▸ ABOUT THIS EXERCISE: Go through the data and copy each line that holds "JSON".

Dataset excerpts:
========================

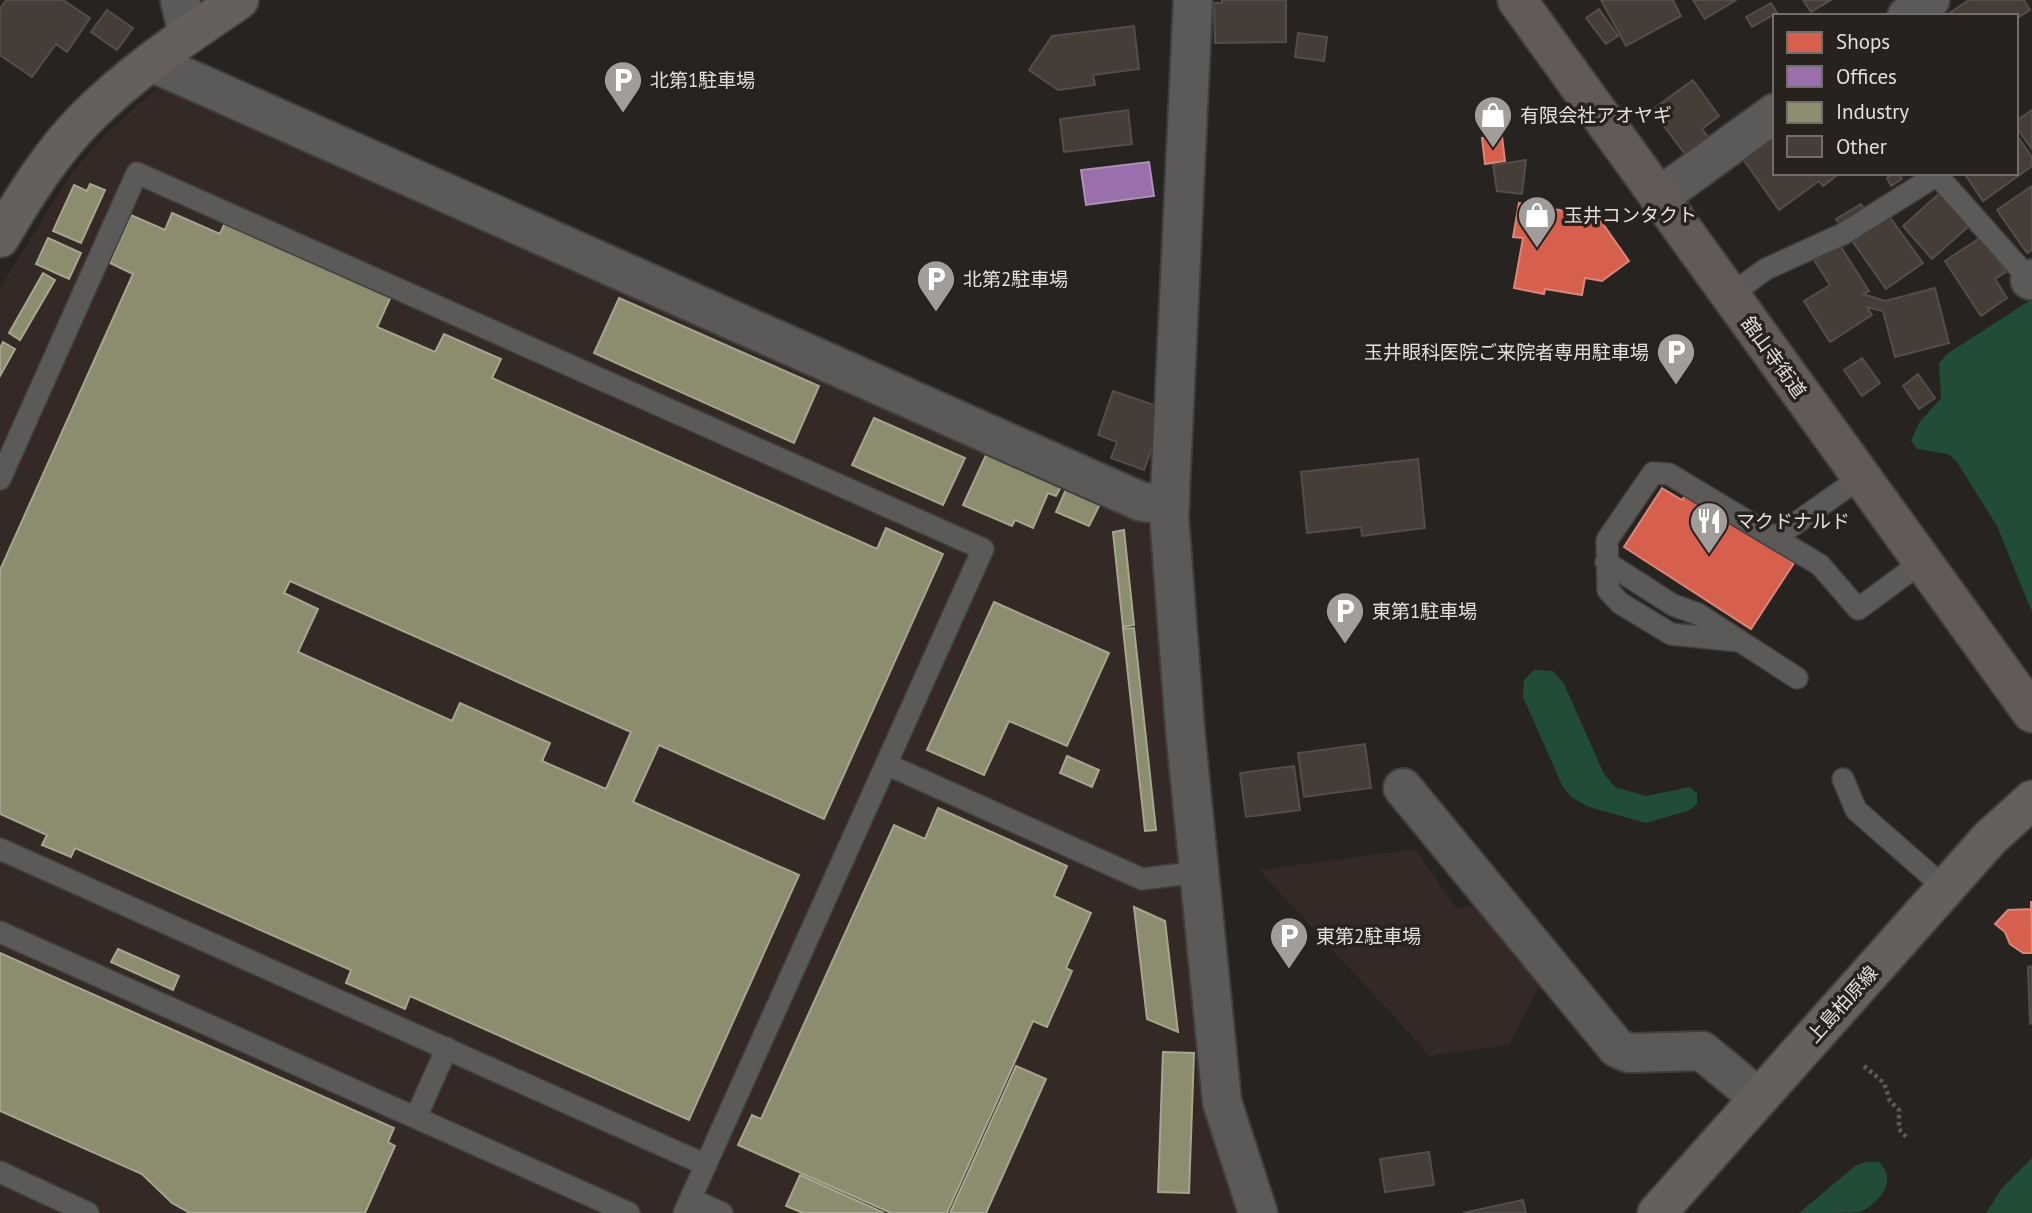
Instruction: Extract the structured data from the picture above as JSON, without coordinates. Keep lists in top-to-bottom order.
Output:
{
  "streets": {
    "main road": ["舘山寺街道"],
    "street": ["上島柏原線"]
  },
  "places": {
    "parking": [
      "北第1駐車場",
      "北第2駐車場",
      "玉井眼科医院ご来院者専用駐車場",
      "東第1駐車場",
      "東第2駐車場"
    ],
    "shop": ["有限会社アオヤギ", "玉井コンタクト"],
    "restaurant": ["マクドナルド"]
  },
  "legend": [
    "Shops",
    "Offices",
    "Industry",
    "Other"
  ]
}
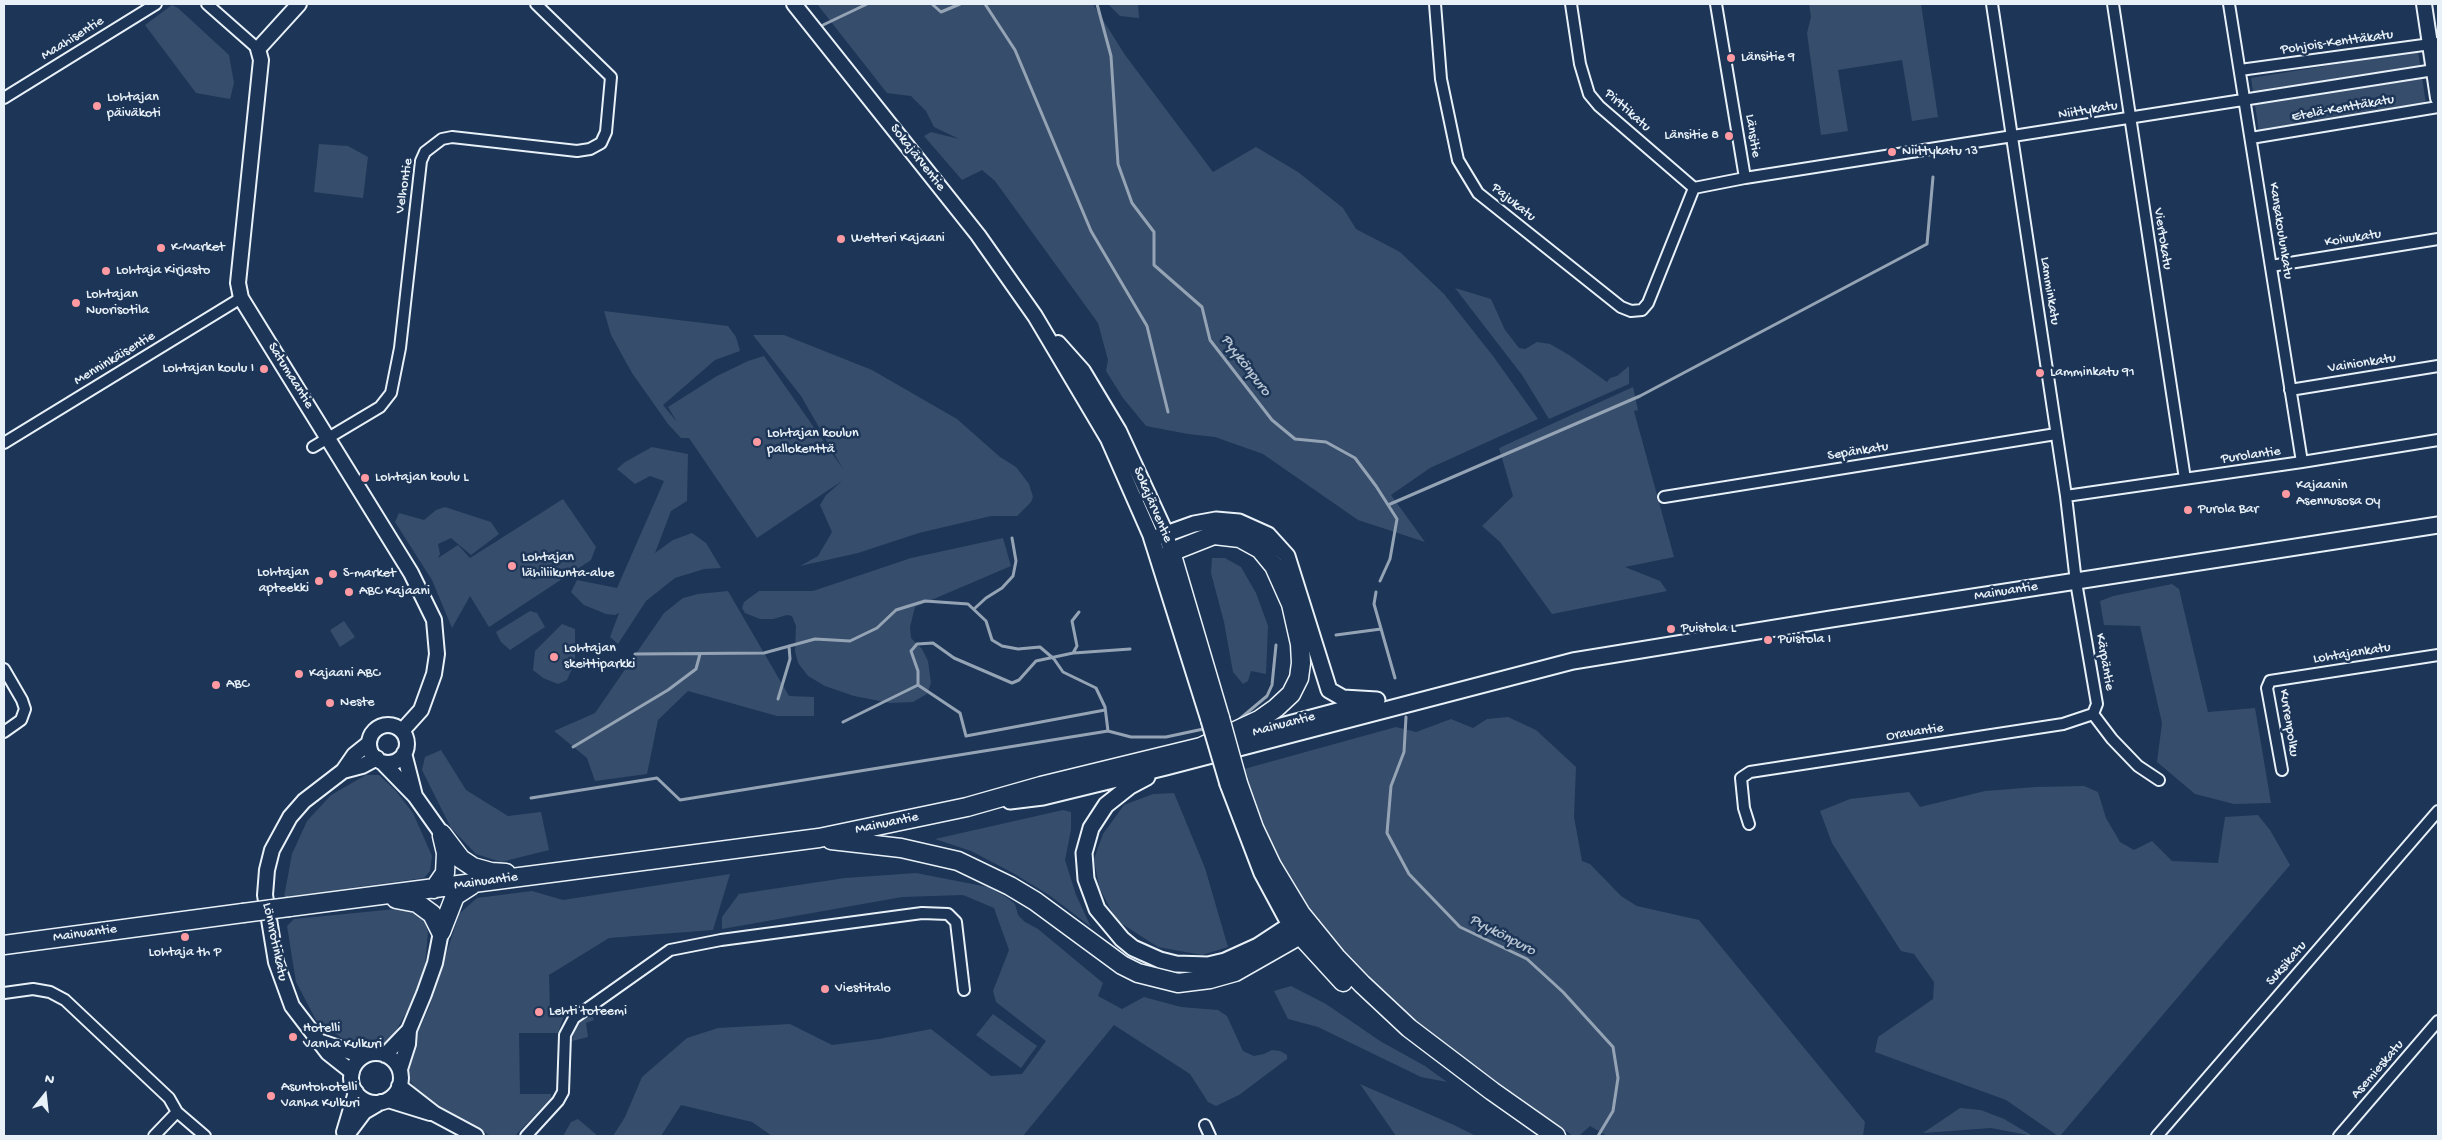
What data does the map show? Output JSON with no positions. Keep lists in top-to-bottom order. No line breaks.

========================

▸ SOLVED EXERCISE:
Instruction: Extract the structured data from the picture above as JSON, without coordinates. Keep lists in top-to-bottom order.
What data does the map show? Output JSON with no positions. Keep lists in top-to-bottom order. No line breaks.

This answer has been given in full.